Estaba en una caverna muy estrecha en el hielo que se había formado en torno a la proa y el bauprés. No había espacio para volver a ponerse las ropas y los abrigos, de modo que los empujó ante él. Pensó en volver al pañol en busca de la linterna, pero había luna llena cuando le tocó guardia, unas pocas horas antes. Al final, acabó por coger la palanca de hierro.

El túnel en el hielo debía de ser al menos tan largo como el bauprés, más de cinco metros, y en realidad podía haberlo creado el pesado astil del bauprés forzando el hielo allí durante el breve ciclo de deshielo y posterior congelación del verano anterior. Cuando Irving finalmente emergió del túnel, siguió gateando unos segundos más antes de darse cuenta de que estaba fuera: el fino bauprés, la masa de jarcias colgadas y las cortinas de obenques del foque congelados pendían sobre él, bloqueando, se dio cuenta, no sólo su visión del cielo, sino también cualquier oportunidad de que el hombre que hacía guardia a proa le viera a «él». Y allá afuera, más allá del bauprés, con el
Terror
como una enorme silueta negra que surgía imponente por encima, el hielo iluminado sólo por unos débiles rayos de linternas, continuaba el camino hacia delante, entre el laberinto de bloques de hielo y seracs.

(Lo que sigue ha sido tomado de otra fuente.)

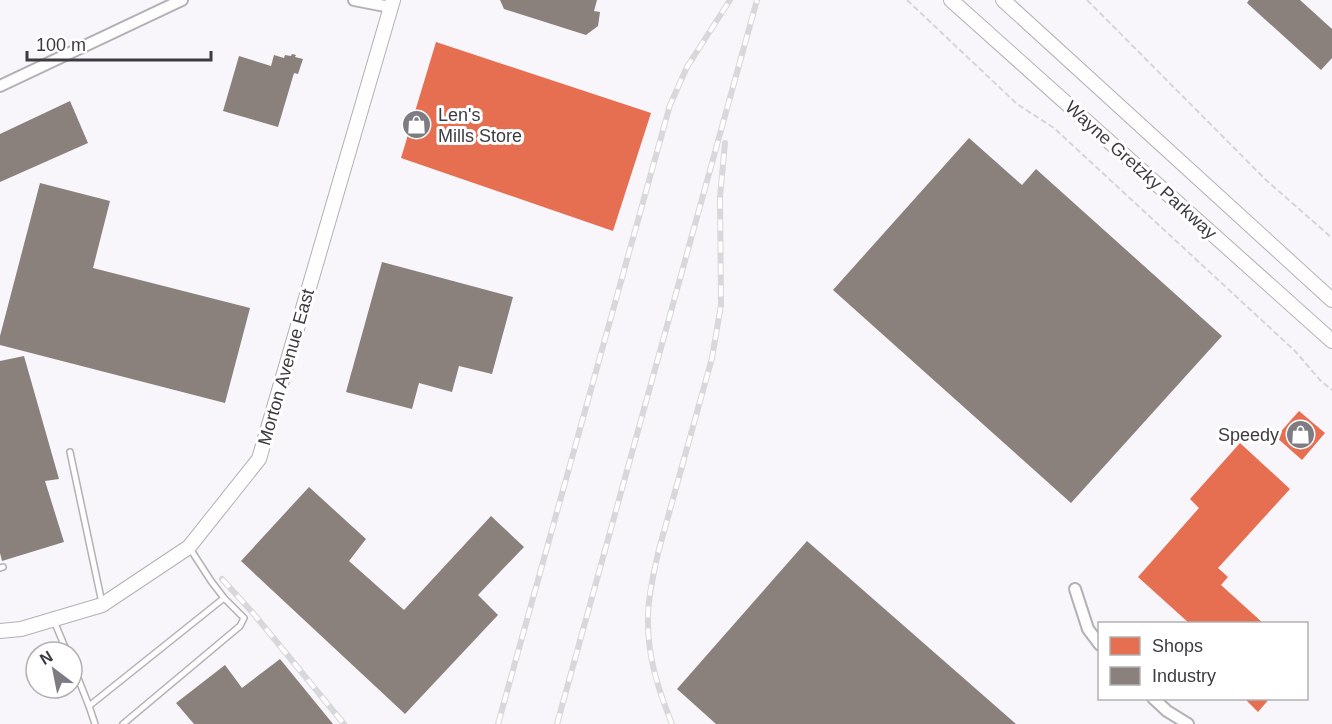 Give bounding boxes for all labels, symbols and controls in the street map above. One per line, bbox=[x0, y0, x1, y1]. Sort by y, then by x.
scale bar bbox=[27, 24, 212, 62]
text: 100 m bbox=[36, 35, 86, 55]
street label: Wayne Gretzky Parkway bbox=[1061, 97, 1221, 243]
place label: Len's Mills Store bbox=[438, 105, 522, 146]
shop icon: Len's Mills Store bbox=[401, 109, 433, 141]
street label: Morton Avenue East bbox=[254, 286, 318, 448]
shop icon: Speedy bbox=[1284, 419, 1316, 451]
place label: Speedy bbox=[1218, 425, 1279, 445]
legend bbox=[1098, 622, 1308, 700]
text: Shops bbox=[1152, 636, 1203, 656]
north arrow bbox=[24, 640, 84, 700]
text: N bbox=[37, 647, 56, 668]
text: Industry bbox=[1152, 666, 1216, 686] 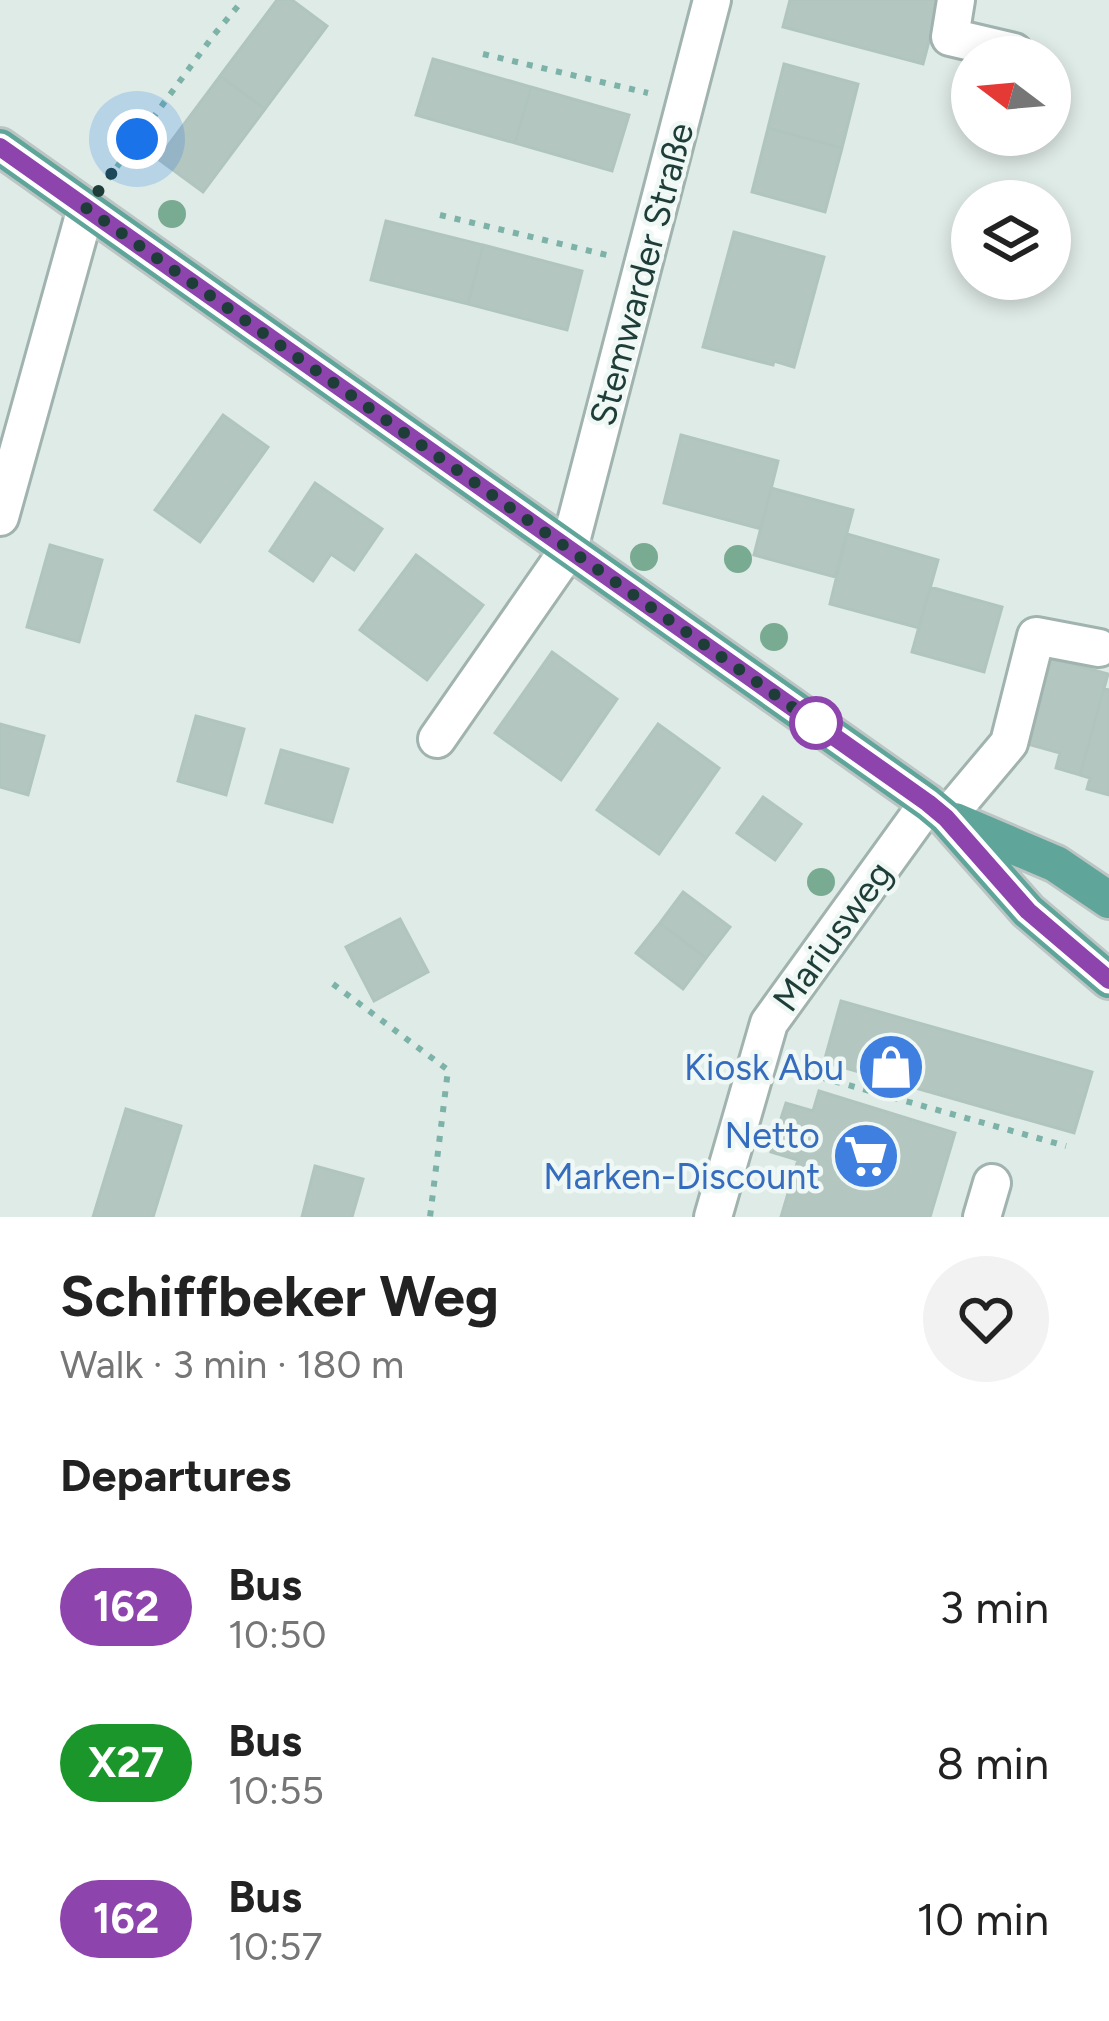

Tiritando intensamente, Irving se volvió a poner las diversas capas de ropa. Le temblaban demasiado las manos para poderse abrochar la chaqueta de lana, pero no importaba. Le costó ponerse el sobretodo, pero los botones eran mucho mayores. Cuando acabó de ponerse al fin toda la ropa, el joven teniente estaba helado hasta la médula.

«¿Por dónde?»

El laberinto de hielo por aquella zona, a quince metros más allá de la proa del barco, era como un bosque de losas de hielo y seracs esculpidos.
Lady Silenciosa
podía haberse ido en cualquier dirección, pero el hielo parecía desgastado en una línea bastante recta que salía del túnel de hielo en dirección al barco. Al final, ofrecía el camino de menor resistencia y mayor ocultamiento alejándose del buque. Poniéndose de pie y empuñando la palanca en la mano derecha, Irving siguió por el hielo resbaladizo hacia el oeste.